- [ASSIGNMENT]:
Locate every line below that contains the word "data" and copy it.

"""

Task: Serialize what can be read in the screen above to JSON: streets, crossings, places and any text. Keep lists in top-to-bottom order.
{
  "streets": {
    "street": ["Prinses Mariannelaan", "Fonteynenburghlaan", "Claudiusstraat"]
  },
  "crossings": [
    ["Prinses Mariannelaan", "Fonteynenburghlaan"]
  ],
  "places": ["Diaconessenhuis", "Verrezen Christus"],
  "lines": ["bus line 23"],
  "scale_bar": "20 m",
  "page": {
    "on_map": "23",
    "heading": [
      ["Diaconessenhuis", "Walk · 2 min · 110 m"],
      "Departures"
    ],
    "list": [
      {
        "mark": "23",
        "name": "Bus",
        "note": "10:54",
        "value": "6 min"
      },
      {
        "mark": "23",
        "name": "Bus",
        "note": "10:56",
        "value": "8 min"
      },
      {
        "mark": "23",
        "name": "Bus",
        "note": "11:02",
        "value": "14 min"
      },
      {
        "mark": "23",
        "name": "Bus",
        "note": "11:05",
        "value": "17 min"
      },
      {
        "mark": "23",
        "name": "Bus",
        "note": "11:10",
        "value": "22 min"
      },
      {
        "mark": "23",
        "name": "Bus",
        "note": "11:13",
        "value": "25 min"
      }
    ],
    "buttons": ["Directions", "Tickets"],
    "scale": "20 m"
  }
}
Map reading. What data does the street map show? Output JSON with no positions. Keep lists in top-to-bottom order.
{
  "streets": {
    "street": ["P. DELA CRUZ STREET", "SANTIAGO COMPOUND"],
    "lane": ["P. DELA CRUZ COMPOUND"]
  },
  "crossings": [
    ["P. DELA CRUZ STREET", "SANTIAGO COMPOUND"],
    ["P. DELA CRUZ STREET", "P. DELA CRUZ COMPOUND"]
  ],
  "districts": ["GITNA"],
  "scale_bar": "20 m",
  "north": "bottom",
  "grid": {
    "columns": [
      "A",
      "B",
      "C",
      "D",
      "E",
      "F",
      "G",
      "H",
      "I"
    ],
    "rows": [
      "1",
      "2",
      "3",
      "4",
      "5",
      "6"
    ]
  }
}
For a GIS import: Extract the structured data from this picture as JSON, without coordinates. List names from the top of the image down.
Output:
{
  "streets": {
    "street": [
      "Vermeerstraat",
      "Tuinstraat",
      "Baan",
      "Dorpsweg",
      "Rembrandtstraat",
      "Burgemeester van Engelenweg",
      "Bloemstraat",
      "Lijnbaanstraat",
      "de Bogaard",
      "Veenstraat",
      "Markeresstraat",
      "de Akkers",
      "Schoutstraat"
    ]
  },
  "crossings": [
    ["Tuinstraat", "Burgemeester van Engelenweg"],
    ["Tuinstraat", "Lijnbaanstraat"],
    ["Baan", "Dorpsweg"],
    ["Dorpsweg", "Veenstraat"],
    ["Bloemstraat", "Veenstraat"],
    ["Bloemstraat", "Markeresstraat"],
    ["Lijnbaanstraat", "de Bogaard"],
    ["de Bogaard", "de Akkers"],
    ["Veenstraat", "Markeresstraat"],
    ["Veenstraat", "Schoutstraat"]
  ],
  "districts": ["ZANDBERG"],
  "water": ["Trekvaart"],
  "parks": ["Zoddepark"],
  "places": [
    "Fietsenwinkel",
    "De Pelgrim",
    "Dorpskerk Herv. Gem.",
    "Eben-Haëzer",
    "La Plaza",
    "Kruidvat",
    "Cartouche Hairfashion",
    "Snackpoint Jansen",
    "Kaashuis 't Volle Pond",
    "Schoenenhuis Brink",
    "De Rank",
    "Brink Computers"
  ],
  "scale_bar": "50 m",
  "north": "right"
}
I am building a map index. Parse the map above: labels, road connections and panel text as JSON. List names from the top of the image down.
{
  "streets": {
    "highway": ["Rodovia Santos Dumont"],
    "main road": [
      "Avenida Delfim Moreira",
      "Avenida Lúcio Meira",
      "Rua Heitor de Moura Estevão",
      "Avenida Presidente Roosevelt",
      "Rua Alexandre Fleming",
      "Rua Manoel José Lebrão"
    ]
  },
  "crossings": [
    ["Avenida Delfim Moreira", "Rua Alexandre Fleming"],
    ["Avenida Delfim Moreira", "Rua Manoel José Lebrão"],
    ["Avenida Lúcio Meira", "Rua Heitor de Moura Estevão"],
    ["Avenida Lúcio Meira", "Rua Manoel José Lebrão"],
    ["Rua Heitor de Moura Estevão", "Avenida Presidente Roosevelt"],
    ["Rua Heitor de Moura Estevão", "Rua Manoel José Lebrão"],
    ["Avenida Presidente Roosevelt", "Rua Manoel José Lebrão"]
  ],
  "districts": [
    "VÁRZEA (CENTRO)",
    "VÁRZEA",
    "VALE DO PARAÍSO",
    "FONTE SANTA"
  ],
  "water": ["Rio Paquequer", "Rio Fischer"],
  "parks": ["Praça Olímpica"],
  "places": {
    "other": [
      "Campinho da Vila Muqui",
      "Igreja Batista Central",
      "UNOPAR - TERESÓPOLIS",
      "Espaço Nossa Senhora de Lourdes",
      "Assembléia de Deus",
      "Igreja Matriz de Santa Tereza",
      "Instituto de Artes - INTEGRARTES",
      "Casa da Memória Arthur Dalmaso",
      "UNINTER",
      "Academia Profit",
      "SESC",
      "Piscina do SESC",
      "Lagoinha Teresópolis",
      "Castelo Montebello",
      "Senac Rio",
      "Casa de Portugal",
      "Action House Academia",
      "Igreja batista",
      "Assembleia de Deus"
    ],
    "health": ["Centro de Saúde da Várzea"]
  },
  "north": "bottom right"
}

"""

- [YOUR SOLUTION]:
Map reading. What data does the street map show? Output JSON with no positions. Keep lists in top-to-bottom order.
For a GIS import: Extract the structured data from this picture as JSON, without coordinates. List names from the top of the image down.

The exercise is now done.